Task description =>
Please copy each line below that contains the word "image".

[Stored items]
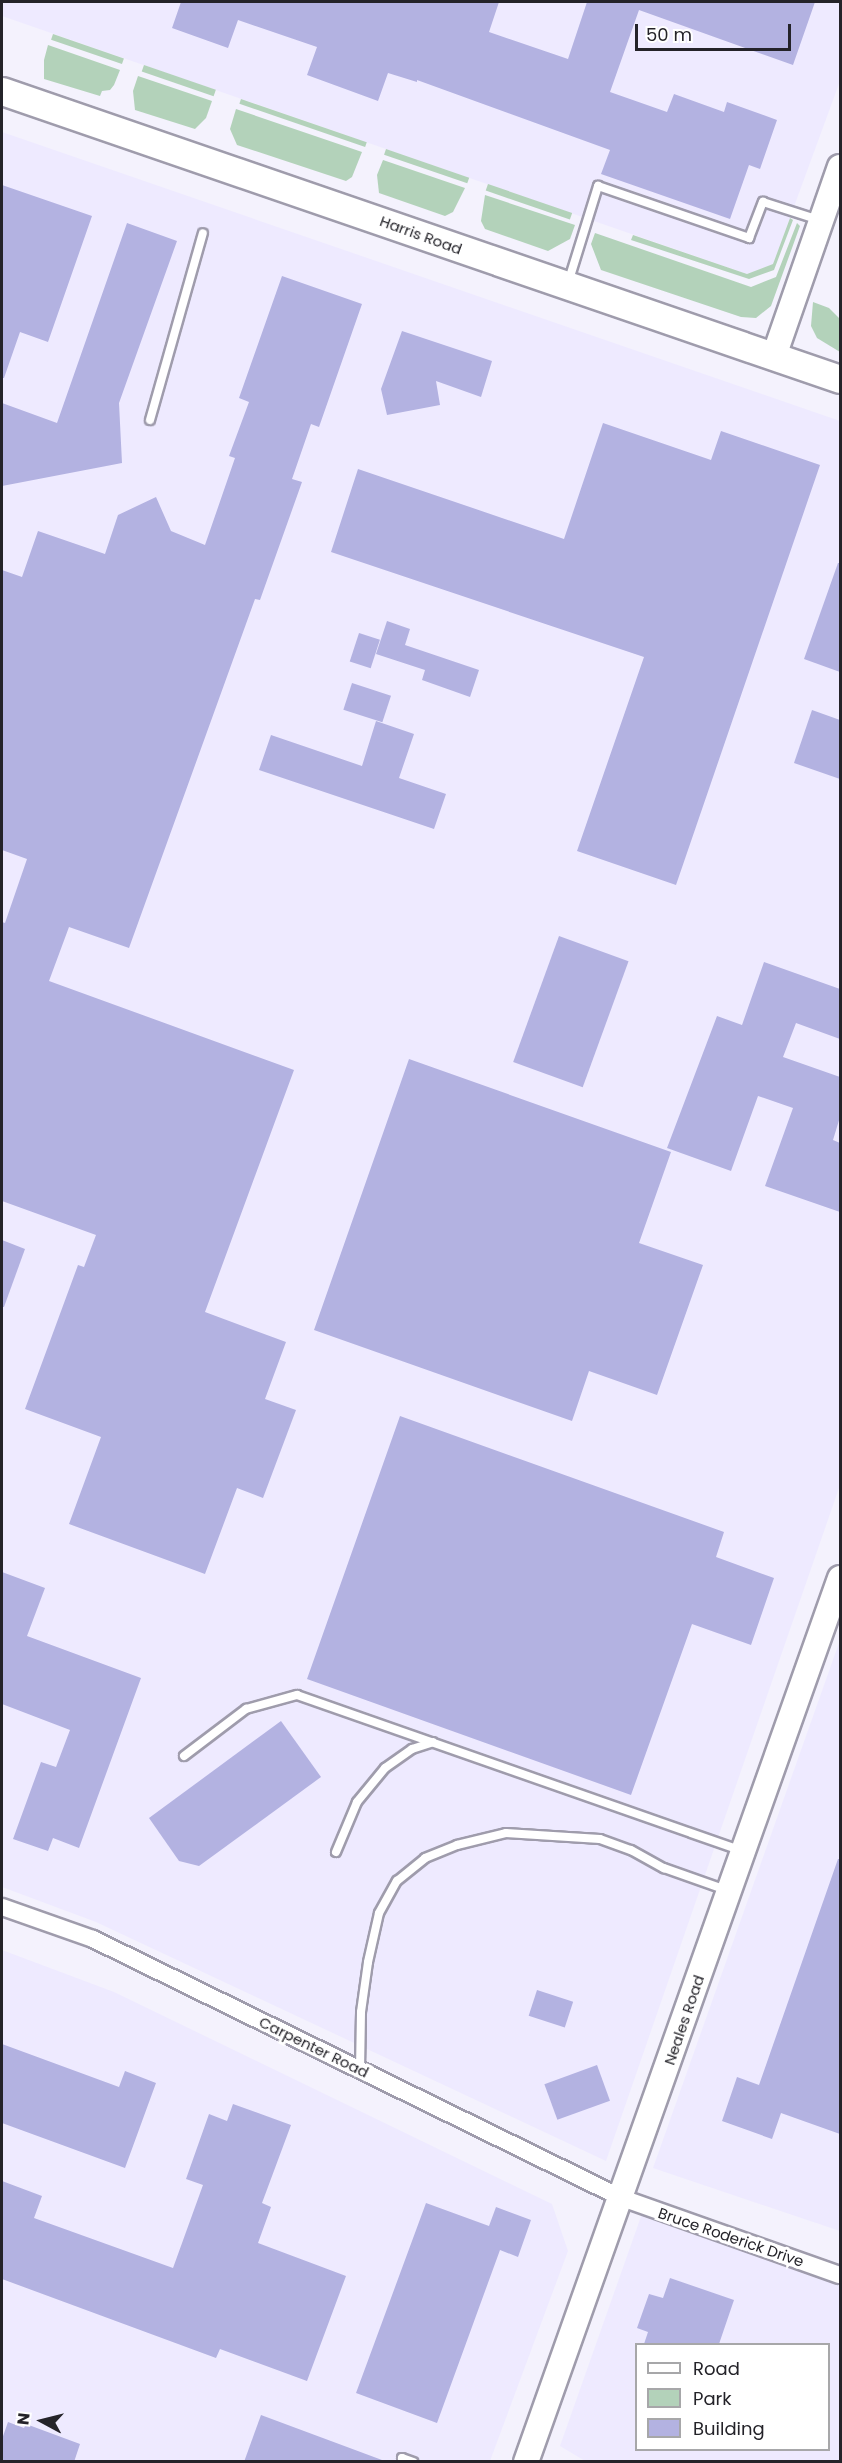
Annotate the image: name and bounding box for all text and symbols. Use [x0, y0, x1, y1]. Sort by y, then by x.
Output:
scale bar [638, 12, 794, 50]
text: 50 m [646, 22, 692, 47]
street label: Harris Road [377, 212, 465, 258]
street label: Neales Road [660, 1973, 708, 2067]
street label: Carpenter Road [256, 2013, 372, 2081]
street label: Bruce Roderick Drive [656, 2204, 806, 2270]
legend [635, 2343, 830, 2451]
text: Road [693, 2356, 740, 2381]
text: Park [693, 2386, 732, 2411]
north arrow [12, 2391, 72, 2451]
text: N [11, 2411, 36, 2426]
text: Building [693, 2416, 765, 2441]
==
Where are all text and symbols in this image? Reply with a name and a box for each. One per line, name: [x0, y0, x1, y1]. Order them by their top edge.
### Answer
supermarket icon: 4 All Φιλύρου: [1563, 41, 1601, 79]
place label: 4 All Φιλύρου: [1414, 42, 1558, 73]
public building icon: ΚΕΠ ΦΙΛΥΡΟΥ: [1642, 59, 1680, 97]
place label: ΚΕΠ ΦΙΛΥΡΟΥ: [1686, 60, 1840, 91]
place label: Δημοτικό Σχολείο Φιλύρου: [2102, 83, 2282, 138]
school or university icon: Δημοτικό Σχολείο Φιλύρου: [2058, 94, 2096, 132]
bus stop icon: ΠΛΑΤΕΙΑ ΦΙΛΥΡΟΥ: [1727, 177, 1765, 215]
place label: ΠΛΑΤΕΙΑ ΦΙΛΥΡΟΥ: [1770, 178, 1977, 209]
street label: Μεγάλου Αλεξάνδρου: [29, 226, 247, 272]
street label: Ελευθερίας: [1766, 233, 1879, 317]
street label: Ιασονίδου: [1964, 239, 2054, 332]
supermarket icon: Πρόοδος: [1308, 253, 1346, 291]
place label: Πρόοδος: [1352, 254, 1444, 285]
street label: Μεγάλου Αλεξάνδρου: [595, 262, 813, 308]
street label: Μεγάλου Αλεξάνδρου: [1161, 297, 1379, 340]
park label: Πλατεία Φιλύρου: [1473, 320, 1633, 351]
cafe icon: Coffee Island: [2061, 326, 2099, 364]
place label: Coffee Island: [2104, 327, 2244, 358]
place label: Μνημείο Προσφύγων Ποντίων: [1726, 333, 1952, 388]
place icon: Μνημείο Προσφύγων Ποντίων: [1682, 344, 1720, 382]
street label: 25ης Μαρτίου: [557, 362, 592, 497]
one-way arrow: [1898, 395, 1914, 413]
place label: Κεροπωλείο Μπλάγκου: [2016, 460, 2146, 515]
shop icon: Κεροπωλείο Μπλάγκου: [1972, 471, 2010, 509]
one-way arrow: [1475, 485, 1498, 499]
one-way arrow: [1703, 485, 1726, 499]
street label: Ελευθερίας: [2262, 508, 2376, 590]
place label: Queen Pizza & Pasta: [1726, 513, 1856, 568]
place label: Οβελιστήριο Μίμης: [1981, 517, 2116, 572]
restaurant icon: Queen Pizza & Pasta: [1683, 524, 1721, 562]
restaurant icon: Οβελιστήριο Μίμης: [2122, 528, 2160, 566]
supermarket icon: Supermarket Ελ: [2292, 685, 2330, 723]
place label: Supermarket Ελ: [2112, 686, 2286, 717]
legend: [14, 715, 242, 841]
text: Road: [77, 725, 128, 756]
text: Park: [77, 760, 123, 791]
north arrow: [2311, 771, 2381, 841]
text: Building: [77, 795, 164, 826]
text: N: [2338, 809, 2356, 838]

Task output =>
Annotate the image: name and bounding box for all text and symbols. Use [x0, y0, x1, y1]. Sort by y, then by x.
Where are all text and symbols in this image? Reply with a name and a box for each. One per line, name: [x0, y0, x1, y1]. Order them by their top edge.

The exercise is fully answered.